La investigación, liderada por Katharina Seeger de la Universidad de Padua y el hidrólogo Philip Minderhoud, señala que el problema radica en una desconexión entre cómo se mide la altitud de la tierra y la del océano en el punto exacto donde ambos se encuentran.
El error del “metro cero”
Históricamente, los modelos satelitales han utilizado un “cero teórico” como punto de partida para el nivel del mar, asumiendo aguas estáticas, sin olas ni corrientes. Sin embargo, la realidad costera es distinta:
- Factores ignorados: El viento, las mareas, las corrientes marinas y fenómenos como El Niño elevan el nivel real del agua por encima de ese “cero” estadístico.
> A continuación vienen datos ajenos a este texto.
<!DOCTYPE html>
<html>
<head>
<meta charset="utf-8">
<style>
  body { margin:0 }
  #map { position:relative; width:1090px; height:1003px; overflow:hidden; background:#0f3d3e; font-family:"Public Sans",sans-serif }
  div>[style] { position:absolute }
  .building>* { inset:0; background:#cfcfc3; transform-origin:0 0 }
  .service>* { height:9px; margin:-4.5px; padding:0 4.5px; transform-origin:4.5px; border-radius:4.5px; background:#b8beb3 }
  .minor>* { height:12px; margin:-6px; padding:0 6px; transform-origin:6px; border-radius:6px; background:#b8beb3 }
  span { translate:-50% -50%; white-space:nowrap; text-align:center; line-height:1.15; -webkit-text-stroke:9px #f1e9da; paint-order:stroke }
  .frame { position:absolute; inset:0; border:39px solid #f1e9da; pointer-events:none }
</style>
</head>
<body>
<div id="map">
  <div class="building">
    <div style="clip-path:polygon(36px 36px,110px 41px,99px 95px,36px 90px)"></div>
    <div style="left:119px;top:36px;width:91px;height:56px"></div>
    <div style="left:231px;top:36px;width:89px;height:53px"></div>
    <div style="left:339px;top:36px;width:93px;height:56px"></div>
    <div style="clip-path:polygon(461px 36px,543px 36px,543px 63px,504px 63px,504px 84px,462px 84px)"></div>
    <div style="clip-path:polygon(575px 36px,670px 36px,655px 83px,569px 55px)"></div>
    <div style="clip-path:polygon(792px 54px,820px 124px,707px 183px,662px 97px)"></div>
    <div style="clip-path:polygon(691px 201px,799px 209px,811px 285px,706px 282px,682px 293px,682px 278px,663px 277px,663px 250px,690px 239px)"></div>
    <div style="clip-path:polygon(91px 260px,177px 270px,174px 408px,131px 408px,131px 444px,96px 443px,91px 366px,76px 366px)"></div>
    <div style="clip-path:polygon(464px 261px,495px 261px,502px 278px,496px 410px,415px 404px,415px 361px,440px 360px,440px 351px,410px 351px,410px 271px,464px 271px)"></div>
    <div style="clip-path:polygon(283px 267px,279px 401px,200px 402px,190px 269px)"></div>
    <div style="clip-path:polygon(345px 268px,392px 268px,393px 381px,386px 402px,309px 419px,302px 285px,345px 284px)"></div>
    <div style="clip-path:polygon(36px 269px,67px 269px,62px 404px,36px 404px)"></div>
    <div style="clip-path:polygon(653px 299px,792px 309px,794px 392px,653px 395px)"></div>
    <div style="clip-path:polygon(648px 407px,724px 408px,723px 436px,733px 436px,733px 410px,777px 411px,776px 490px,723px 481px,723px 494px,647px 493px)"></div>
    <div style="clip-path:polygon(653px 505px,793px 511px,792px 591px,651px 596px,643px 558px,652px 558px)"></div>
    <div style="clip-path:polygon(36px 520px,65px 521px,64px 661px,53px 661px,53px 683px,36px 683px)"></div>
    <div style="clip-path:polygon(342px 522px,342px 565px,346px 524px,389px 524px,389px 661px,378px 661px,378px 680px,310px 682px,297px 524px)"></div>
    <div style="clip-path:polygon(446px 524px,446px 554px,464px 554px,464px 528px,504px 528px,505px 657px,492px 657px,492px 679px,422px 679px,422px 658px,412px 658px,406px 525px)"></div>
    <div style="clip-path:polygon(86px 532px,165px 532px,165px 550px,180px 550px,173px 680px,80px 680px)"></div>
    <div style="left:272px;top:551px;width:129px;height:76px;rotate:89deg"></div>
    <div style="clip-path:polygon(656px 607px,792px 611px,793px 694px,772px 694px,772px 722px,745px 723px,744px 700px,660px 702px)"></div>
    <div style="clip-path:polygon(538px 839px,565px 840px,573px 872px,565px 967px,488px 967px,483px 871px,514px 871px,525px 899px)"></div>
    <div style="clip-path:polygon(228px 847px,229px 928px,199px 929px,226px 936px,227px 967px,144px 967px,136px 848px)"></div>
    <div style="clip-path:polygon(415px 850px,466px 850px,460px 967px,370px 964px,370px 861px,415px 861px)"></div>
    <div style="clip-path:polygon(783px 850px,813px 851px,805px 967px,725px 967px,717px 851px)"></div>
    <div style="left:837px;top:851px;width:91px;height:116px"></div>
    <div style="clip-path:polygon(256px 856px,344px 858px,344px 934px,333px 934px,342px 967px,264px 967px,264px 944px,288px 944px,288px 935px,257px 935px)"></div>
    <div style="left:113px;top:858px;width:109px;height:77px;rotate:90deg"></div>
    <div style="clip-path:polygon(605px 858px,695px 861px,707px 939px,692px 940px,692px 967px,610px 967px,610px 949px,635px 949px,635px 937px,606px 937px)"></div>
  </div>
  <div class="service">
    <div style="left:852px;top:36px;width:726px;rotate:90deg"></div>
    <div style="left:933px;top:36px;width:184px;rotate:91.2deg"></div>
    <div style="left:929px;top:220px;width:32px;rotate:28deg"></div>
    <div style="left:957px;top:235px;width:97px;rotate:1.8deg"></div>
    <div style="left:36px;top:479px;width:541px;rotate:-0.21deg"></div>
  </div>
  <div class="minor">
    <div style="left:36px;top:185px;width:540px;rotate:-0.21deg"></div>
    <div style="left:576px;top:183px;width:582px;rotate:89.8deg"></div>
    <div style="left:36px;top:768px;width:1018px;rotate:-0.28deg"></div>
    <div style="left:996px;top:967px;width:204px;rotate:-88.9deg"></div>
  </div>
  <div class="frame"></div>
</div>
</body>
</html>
- Discrepancia geográfica: Mientras que en Europa y el Atlántico las mediciones son más precisas, en el Indo-Pacífico el agua real puede estar hasta 1 metro por encima de lo que indican los mapas de riesgo actuales.
Al ajustar esta línea de base, se estima que las aguas podrían inundar hasta un 37% más de tierra de lo previsto si el mar sube un metro hacia el año 2100.
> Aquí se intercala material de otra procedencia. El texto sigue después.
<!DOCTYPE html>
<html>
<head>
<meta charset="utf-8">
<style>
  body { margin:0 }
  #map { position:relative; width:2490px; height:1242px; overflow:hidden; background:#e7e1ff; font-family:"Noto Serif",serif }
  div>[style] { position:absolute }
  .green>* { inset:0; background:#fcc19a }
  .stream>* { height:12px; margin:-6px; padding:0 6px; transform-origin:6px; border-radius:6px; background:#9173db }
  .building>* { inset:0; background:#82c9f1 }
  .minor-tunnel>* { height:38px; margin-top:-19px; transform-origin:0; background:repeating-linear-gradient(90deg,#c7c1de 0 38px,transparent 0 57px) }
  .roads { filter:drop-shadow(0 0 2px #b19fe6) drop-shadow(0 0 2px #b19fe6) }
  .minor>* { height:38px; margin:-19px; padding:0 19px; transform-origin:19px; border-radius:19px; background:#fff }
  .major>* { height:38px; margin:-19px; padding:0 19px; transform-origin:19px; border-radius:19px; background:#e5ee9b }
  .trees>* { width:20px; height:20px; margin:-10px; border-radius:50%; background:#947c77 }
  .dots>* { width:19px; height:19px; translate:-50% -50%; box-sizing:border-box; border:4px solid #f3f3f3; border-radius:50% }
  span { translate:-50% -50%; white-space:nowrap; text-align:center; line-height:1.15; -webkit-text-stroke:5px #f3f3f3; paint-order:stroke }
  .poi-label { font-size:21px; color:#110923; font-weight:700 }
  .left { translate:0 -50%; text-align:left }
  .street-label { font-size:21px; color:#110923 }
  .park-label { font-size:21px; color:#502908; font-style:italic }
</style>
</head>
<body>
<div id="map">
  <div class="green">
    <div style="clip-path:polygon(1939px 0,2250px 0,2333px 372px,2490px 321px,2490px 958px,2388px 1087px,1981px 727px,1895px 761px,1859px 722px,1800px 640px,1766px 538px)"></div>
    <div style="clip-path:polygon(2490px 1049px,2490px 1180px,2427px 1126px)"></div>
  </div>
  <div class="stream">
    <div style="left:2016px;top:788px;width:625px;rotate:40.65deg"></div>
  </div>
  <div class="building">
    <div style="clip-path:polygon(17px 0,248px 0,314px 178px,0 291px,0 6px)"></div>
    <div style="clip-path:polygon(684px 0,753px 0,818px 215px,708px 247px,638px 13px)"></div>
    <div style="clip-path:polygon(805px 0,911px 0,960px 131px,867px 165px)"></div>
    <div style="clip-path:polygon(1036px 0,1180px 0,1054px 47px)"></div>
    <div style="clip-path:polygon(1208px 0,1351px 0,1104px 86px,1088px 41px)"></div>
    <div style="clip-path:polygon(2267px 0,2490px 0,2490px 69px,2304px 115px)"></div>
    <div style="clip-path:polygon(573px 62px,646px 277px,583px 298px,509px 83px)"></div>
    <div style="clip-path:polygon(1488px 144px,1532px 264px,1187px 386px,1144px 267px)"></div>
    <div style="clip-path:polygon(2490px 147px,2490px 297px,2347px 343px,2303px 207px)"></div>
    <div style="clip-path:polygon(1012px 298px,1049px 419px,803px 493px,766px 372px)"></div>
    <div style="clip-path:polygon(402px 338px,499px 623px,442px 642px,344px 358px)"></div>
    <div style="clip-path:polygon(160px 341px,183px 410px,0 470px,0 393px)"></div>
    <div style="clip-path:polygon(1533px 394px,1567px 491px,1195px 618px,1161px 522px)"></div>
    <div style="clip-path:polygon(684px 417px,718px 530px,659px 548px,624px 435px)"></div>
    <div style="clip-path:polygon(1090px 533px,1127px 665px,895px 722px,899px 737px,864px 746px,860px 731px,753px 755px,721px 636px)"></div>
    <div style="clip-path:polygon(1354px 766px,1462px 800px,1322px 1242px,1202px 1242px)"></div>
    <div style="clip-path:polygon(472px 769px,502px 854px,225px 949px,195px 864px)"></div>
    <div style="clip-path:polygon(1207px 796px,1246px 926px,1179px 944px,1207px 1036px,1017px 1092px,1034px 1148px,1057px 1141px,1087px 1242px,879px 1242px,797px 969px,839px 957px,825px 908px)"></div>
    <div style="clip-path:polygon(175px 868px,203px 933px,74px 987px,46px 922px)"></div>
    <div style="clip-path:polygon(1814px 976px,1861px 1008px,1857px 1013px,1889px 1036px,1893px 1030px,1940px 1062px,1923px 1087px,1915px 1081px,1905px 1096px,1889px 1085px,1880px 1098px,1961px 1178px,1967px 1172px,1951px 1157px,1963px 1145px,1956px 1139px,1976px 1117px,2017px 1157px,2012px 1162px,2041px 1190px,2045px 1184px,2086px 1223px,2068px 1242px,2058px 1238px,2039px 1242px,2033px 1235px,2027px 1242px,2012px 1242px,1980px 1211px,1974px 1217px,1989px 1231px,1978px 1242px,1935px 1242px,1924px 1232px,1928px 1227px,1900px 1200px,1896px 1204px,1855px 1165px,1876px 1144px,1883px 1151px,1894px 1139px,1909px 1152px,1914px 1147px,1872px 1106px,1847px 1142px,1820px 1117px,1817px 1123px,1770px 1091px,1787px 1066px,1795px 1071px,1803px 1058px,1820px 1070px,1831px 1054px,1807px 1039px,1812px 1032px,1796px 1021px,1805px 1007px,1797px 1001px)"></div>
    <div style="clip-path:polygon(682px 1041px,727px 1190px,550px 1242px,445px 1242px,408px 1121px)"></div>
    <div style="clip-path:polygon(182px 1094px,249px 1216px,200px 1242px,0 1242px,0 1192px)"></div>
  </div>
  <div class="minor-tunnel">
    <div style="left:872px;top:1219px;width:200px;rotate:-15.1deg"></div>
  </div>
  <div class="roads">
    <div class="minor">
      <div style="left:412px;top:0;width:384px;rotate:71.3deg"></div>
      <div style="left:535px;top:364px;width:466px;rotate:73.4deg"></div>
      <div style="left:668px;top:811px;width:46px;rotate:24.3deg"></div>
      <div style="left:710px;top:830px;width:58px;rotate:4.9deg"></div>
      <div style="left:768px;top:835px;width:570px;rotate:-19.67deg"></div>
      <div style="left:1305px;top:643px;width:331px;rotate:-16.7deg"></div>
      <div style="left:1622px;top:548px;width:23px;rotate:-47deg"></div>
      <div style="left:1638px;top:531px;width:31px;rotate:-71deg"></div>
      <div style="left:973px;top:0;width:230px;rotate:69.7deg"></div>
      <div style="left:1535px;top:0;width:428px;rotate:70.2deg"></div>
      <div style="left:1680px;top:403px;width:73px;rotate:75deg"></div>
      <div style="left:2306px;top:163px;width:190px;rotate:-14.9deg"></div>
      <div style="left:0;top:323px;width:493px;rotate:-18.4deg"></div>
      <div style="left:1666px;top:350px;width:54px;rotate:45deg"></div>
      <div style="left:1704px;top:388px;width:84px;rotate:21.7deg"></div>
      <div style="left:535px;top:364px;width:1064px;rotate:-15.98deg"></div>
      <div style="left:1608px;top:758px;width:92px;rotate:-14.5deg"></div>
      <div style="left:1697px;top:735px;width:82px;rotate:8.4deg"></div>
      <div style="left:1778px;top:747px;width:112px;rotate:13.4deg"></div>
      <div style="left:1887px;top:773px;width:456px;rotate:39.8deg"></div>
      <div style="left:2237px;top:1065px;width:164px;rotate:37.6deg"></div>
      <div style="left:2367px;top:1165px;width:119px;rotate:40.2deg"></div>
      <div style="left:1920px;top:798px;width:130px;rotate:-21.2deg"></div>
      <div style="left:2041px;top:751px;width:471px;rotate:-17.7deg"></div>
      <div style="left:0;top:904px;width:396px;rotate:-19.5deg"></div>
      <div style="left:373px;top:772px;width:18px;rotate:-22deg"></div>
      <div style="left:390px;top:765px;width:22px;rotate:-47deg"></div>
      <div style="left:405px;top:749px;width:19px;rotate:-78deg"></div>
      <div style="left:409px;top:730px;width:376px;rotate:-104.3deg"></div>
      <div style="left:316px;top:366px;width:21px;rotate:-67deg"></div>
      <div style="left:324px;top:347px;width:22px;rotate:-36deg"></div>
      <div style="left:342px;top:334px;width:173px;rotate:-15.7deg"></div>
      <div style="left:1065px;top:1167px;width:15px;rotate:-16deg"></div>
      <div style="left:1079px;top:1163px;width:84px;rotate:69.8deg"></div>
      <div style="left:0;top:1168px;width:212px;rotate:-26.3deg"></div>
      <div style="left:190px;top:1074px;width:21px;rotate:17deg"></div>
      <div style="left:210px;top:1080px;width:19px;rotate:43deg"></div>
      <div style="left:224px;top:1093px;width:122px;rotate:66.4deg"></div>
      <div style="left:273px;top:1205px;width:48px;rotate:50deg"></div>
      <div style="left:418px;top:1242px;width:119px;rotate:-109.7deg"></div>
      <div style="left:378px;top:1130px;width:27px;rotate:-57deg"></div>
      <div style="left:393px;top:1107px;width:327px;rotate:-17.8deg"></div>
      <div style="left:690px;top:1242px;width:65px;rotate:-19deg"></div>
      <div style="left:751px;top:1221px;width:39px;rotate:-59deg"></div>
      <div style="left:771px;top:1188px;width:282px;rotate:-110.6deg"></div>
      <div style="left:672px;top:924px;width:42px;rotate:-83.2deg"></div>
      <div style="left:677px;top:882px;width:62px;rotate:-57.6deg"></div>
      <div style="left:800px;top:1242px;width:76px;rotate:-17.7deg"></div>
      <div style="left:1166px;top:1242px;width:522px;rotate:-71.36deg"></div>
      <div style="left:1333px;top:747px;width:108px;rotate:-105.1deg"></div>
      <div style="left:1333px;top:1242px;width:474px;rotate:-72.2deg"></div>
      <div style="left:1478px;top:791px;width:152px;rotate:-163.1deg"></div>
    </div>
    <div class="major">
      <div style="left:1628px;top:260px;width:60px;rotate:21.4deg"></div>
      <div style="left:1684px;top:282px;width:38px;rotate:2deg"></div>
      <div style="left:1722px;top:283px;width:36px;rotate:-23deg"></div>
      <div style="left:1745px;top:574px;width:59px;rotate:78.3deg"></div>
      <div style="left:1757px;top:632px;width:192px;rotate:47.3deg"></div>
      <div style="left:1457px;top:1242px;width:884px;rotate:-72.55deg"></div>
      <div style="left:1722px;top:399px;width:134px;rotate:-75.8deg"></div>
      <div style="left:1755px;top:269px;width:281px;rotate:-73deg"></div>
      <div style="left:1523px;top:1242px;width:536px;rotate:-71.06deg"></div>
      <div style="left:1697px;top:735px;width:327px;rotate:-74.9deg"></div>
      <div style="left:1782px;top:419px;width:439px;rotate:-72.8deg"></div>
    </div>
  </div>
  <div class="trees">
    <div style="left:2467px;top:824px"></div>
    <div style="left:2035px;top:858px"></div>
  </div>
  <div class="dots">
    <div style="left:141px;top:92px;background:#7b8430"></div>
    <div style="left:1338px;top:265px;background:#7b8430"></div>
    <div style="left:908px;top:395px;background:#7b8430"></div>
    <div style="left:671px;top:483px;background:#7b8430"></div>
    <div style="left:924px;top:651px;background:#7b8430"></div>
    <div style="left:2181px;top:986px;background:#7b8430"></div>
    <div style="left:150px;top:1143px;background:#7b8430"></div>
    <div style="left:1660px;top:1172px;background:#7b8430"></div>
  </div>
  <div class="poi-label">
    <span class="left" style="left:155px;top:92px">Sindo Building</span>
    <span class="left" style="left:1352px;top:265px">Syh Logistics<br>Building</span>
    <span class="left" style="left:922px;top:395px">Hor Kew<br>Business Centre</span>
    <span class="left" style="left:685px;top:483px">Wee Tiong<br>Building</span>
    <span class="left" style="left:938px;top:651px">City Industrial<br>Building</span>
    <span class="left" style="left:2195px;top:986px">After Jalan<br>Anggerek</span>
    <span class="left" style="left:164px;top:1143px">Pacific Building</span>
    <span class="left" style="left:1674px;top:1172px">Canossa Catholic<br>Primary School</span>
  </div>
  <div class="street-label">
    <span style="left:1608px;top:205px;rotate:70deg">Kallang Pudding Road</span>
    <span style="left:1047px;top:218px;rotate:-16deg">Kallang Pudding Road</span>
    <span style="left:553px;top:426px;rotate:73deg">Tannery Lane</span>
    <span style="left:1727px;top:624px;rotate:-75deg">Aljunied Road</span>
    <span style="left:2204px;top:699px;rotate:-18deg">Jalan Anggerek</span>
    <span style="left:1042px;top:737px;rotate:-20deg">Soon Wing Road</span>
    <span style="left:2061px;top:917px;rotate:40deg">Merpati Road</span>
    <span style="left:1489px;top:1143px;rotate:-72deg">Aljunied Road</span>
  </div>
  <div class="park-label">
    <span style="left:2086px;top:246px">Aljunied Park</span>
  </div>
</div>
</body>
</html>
Vulnerabilidad extrema en el Sur Global
El estudio destaca que el Sudeste Asiático y las naciones insulares del Pacífico son las zonas más castigadas por esta imprecisión. Para comunidades en archipiélagos como Vanuatu, el avance del océano ya no es una proyección a futuro, sino una crisis presente.
“Estos estudios no son solo números. Son los medios de vida reales de la gente”, sentenció Vepaiamele Trief, activista climática de 17 años en Vanuatu, quien ha visto cómo cementerios y carreteras desaparecen bajo el agua.
Impacto en la planeación y economía mundial
Este hallazgo surge en un momento crítico, coincidiendo con un informe de la UNESCO que advierte sobre lagunas en la comprensión de cuánto carbono absorbe el océano. La falta de datos precisos genera dos problemas principales para los gobiernos:
- Financiamiento insuficiente: Los presupuestos para muros de contención y reubicación de poblaciones podrían quedar cortos.
- Incertidumbre en seguros: Las evaluaciones de riesgo para infraestructura portuaria y turística podrían estar obsoletas.
Aunque algunos científicos, como Gonéri Le Cozannet del servicio geológico francés, sugieren que los planificadores locales suelen conocer mejor su terreno que los modelos globales, el estudio subraya que la imagen general que tienen los gobiernos sobre el riesgo climático está incompleta.